The additional services may, for example, include executing: AI applications, workflow applications, applications that edit the video stream (cut, splice, insert, overlay, etc.), applications that enhance the video or audio (e.g., backlight, backgrounds), applications that adjust encoding parameters (bit rate, regions, etc.), applications that read or write metadata streams, video/audio stream processing applications, security and privacy applications, and/or customer or end user compute functions.

It would be useful to provide an appliance at an edge appliance, edge encoder, or edge-based origin-server, for instance at an edge endpoint of a mesh network, allowing many-to-many distribution of A/V data, where the appliance performs computationally efficient A/V encoding, while also advantageously providing additional computational resources (e.g., cycles of CPUs, GPUs, DSPs, AI/ML NPUs) to provide other services at the edge in addition to efficient A/V encoding. Locating an appliance at an endpoint of an edge as an origin server advantageously achieves low latency in content delivery. For example, the described appliances may be advantageously located at the actual source of the A/V data or origination (e.g., the end point).

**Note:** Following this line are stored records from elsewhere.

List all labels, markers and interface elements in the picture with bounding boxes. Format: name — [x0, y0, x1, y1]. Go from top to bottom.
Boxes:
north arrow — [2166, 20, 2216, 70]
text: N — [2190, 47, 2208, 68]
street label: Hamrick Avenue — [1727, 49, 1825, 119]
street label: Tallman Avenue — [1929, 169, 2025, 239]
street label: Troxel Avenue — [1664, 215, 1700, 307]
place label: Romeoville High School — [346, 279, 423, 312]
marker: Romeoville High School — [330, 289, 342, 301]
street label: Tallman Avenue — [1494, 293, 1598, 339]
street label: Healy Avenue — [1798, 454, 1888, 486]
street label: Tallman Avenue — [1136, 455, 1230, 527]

It would also be useful to implement a set of guiderails or constraints to ensure that computational tasks are within the computational capabilities of the SOC prior to performing such computational tasks.

BRIEF DESCRIPTION OF THE SEVERAL VIEWS OF THE DRAWINGS

In the drawings, identical reference numbers identify similar elements or acts. The sizes and relative positions of elements in the drawings are not necessarily drawn to scale. For example, the shapes of various elements and angles are not necessarily drawn to scale, and some of these elements may be arbitrarily enlarged and positioned to improve drawing legibility. Further, the particular shapes of the elements as drawn, are not necessarily intended to convey any information regarding the actual shape of the particular elements, and may have been solely selected for ease of recognition in the drawings.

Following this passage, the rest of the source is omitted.